シネマピア
まほろ駅前多田便利軒
ペットの世話、塾の送り迎え代行、納屋の整理——そんな仕事のはずだった。
東京郊外のまほろ市で便利屋を営むバツイチ男・多田啓介(瑛太)のもとに、ある年の正月、中学の同級生・行天春彦(松田龍平)が転がり込んでくる。しっかり者と変わり者。水と油のような二人の便利屋に集まるのは、どこかきな臭いワケありの依頼人たち。なんだかんだと放っとけない性格の二人は、他人の人生に深く入り込んで行くが、絶妙なコンビプレーで痛快に依頼を解決する。やがて多田と行天はある事件に巻き込まれ、自らが抱える忘れられない過去と向き合うことになる——。
第135回直木賞を受賞した三浦しをん作『まほろ駅前多田便利軒』。
この物語は女性を中心に人気となり、50万部を超えるベストセラーに。2009年には外伝『まほろ駅前番外地』が刊行され、現在は『週刊文春』にて続編『まほろ駅前狂騒曲』が連載中。また、『花とゆめ』からコミックスも発売中だ。

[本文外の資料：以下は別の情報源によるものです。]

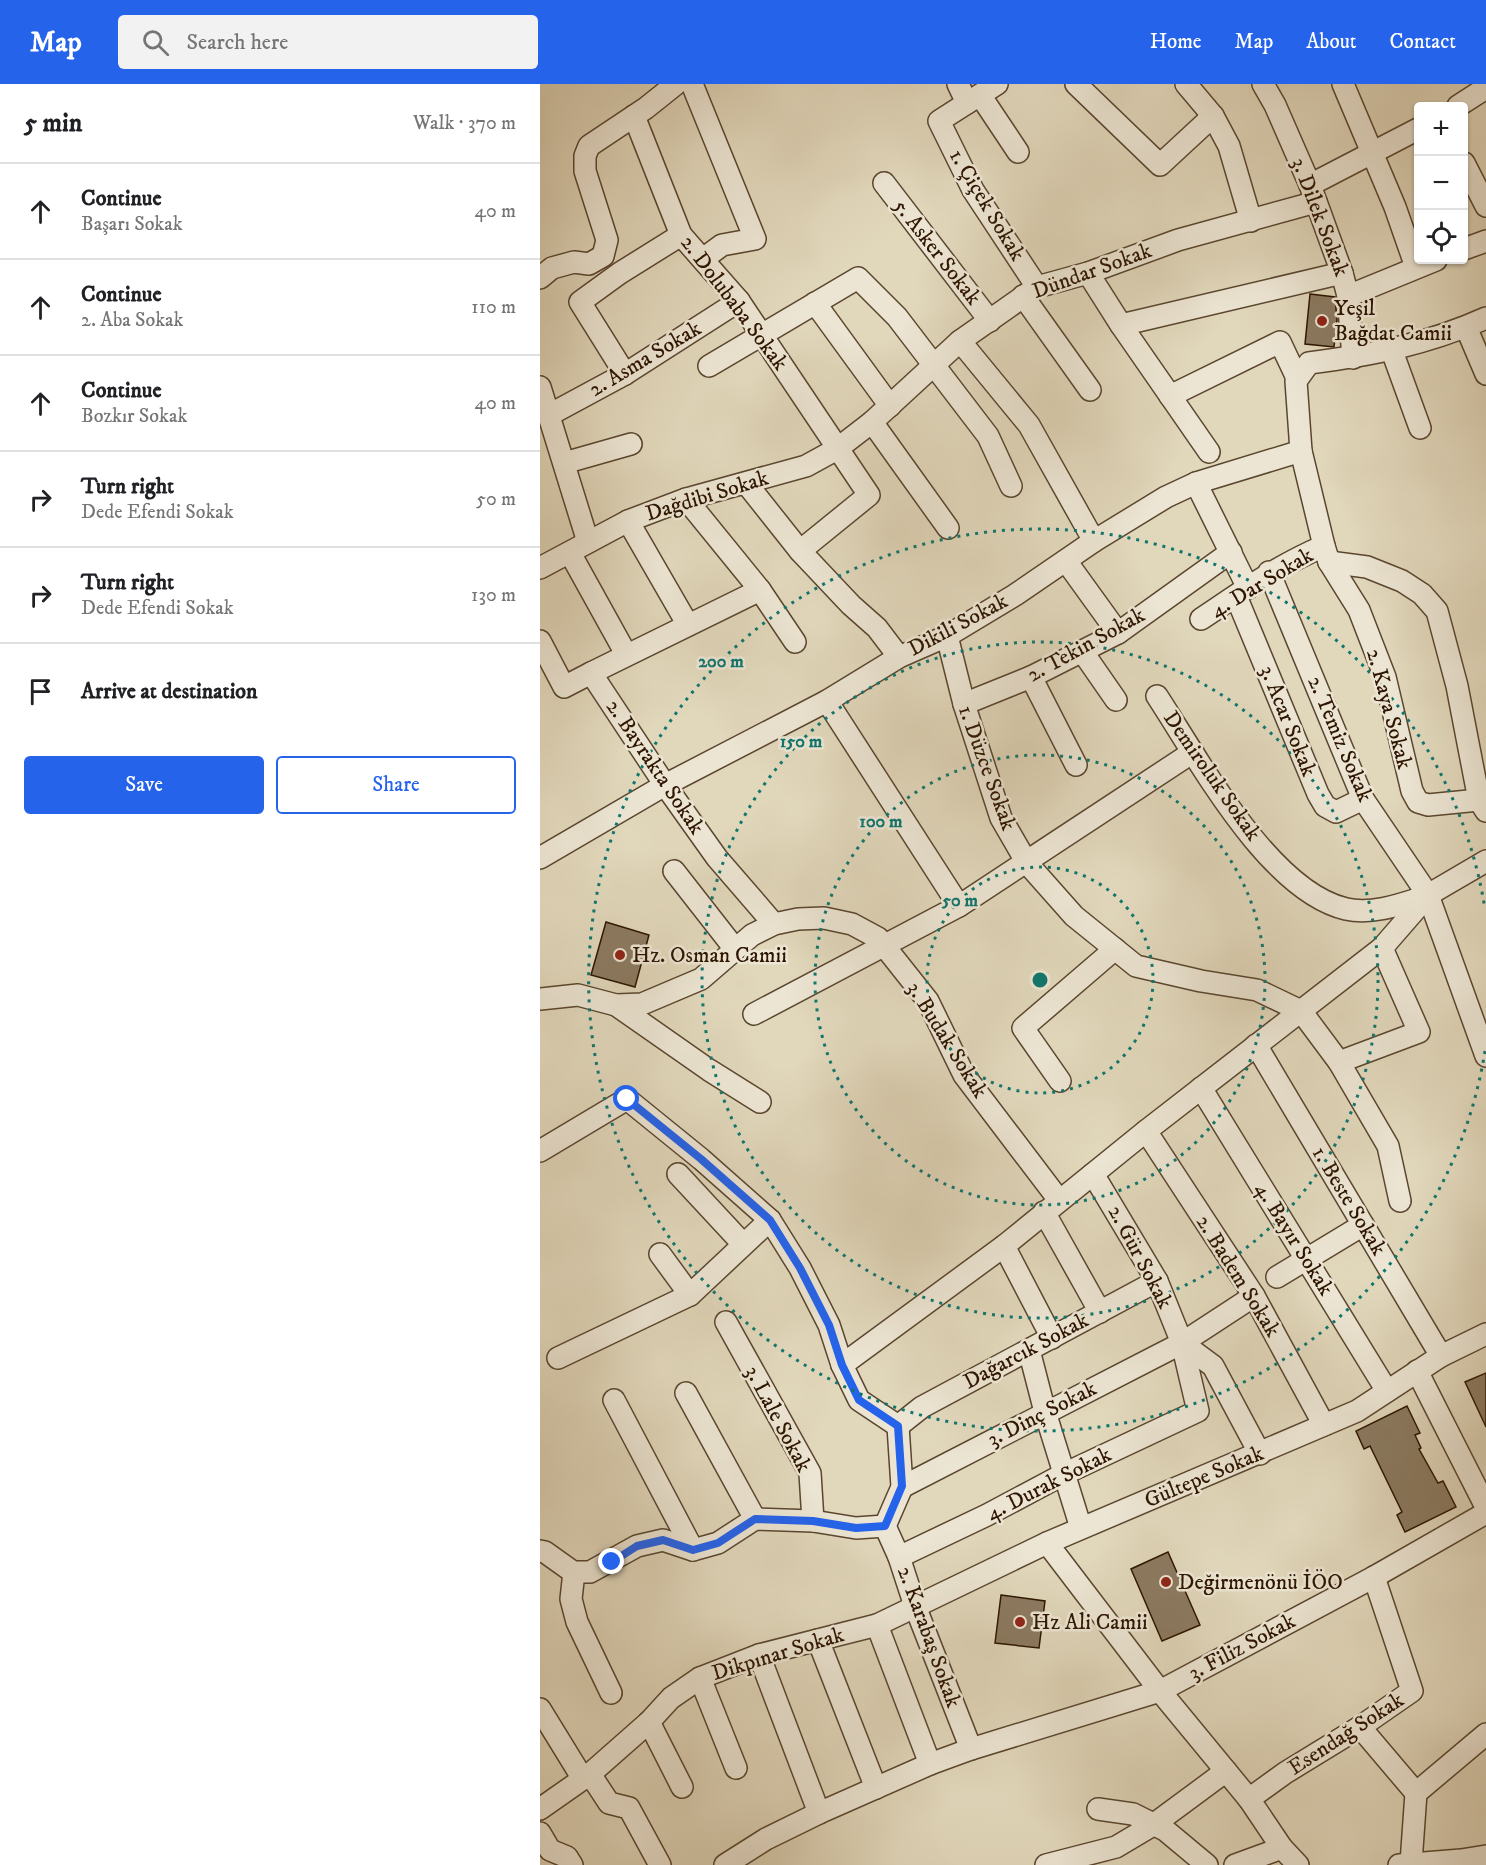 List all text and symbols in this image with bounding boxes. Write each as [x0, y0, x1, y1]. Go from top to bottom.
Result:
search box [118, 15, 538, 69]
text: Map [30, 25, 82, 60]
icon: search [139, 26, 172, 59]
text: Search here [187, 29, 288, 56]
text: Home [1150, 29, 1202, 55]
text: Map [1235, 29, 1273, 55]
text: About [1306, 29, 1357, 55]
text: Contact [1390, 29, 1456, 55]
map controls [1414, 102, 1468, 264]
button: + [1414, 102, 1468, 156]
text: 5 min [24, 107, 82, 140]
text: Walk · 370 m [413, 111, 516, 136]
street label: 1. Çiçek Sokak [943, 144, 1031, 266]
street label: 3. Dilek Sokak [1285, 154, 1355, 280]
button: − [1414, 156, 1468, 210]
text: Continue [81, 185, 162, 212]
street label: 5. Asker Sokak [887, 193, 987, 311]
icon: ahead [24, 195, 57, 228]
text: 40 m [474, 199, 516, 224]
button: locate [1414, 210, 1468, 264]
text: Başarı Sokak [81, 212, 183, 237]
street label: 2. Dolubaba Sokak [674, 230, 794, 376]
street label: Dündar Sokak [1029, 237, 1155, 305]
text: Continue [81, 281, 162, 308]
icon: ahead [24, 291, 57, 324]
text: 110 m [471, 295, 516, 320]
place label: Yeşil Bağdat Camii [1334, 295, 1452, 347]
text: 2. Aba Sokak [81, 308, 184, 333]
marker: Yeşil Bağdat Camii [1315, 314, 1329, 328]
street label: 2. Asma Sokak [584, 315, 706, 403]
text: Continue [81, 377, 162, 404]
icon: ahead [24, 387, 57, 420]
text: 40 m [474, 391, 516, 416]
text: Bozkır Sokak [81, 404, 187, 429]
street label: Dağdibi Sokak [642, 464, 772, 527]
text: Turn right [81, 473, 174, 500]
icon: right [24, 483, 57, 516]
text: 50 m [476, 487, 516, 512]
text: Dede Efendi Sokak [81, 500, 234, 525]
street label: 4. Dar Sokak [1206, 542, 1318, 624]
text: Turn right [81, 569, 174, 596]
icon: right [24, 579, 57, 612]
text: 130 m [471, 583, 516, 608]
street label: Dikili Sokak [904, 587, 1013, 662]
text: Dede Efendi Sokak [81, 596, 234, 621]
street label: 2. Tekin Sokak [1022, 601, 1150, 688]
street label: 2. Kaya Sokak [1360, 646, 1418, 772]
text: 200 m [698, 651, 744, 673]
street label: 3. Acar Sokak [1254, 662, 1322, 780]
street label: 2. Temiz Sokak [1301, 672, 1379, 806]
icon: arrive [24, 675, 57, 708]
text: Arrive at destination [81, 678, 258, 705]
street label: 2. Bayrakta Sokak [600, 694, 710, 840]
street label: 1. Düzce Sokak [952, 702, 1022, 834]
street label: Demiroluk Sokak [1157, 706, 1267, 846]
text: 150 m [780, 731, 823, 753]
button: Save [24, 756, 264, 814]
button: Share [276, 756, 516, 814]
text: 100 m [859, 811, 903, 833]
text: 50 m [941, 890, 978, 912]
place label: Hz. Osman Camii [632, 942, 787, 969]
marker: Hz. Osman Camii [613, 948, 627, 962]
centre of rings [1030, 970, 1050, 990]
street label: 3. Budak Sokak [901, 977, 993, 1103]
route start [613, 1085, 639, 1111]
street label: 1. Beste Sokak [1306, 1142, 1392, 1261]
street label: 4. Bayır Sokak [1248, 1177, 1340, 1301]
street label: 2. Gür Sokak [1101, 1201, 1179, 1313]
street label: 2. Badem Sokak [1190, 1210, 1286, 1342]
street label: Dağarcık Sokak [959, 1307, 1093, 1395]
street label: 3. Lale Sokak [739, 1361, 817, 1477]
street label: 3. Dinç Sokak [983, 1375, 1101, 1453]
street label: Gültepe Sokak [1140, 1440, 1268, 1514]
street label: 4. Durak Sokak [982, 1441, 1116, 1527]
route end [598, 1548, 624, 1574]
street label: 2. Karabaş Sokak [891, 1563, 967, 1711]
place label: Değirmenönü İÖO [1178, 1569, 1343, 1596]
marker: Değirmenönü İÖO [1159, 1575, 1173, 1589]
street label: 3. Filiz Sokak [1184, 1608, 1300, 1686]
place label: Hz Ali Camii [1032, 1609, 1148, 1636]
marker: Hz Ali Camii [1013, 1615, 1027, 1629]
street label: Dikpınar Sokak [709, 1621, 847, 1687]
street label: Esendağ Sokak [1283, 1687, 1409, 1781]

主演の瑛太と松田龍平の共演は今作で4作目。松田龍平の主演作『青い春』(02年)で映画デビューを果たした瑛太、その後『ナイン・ソウルズ』(03年)、『アヒルと鴨のコインロッカー』(04年)に続いての競演作が本作だ。ちなみに、この二人はプライベートでも友人関係にあるらしい。
成熟した二人の演技対決、なんと言ってもこれが映画のみどころ。長まわしのシーンでの静かな演技の中に“心に深い傷を負った人生を器用に生きられない”様子を感じることができる。行天の「誰かに必要とされるってことは、誰かの希望になるってことでしょ」との囁きは心に染み、塾通いの小学生へのセリフは子供には残酷かもしれないが、大きな説得力がある。この映画にはそんな素敵な囁きが数多く出て来ます。
二人に関わることで、どこか心に傷を負った人たちが、ほんのちょっとだけ幸せになっていく、この微妙さが逆に胸を熱くさせられることになる。現実とは映画のように(これも映画ですけど)正義のヒーローが現れてすべてを解決してくれるわけではなく、この微妙なリアル感のある小さな出来事こそが、本当の心の再生につながるんじゃないかと思わせる。
エンドロールで流れる、二人に関わった人たちのその後は、なんだか気持ちがほんわかとさせられます。 さえない、ダメなバツイチ二人ですが、そこはイケ面も合わせてダメ人間でも格好イイ!! そんな二人にちょっとだけ温かい気持ちにさせてもらうのも、この時期なんだかイイかもしれません。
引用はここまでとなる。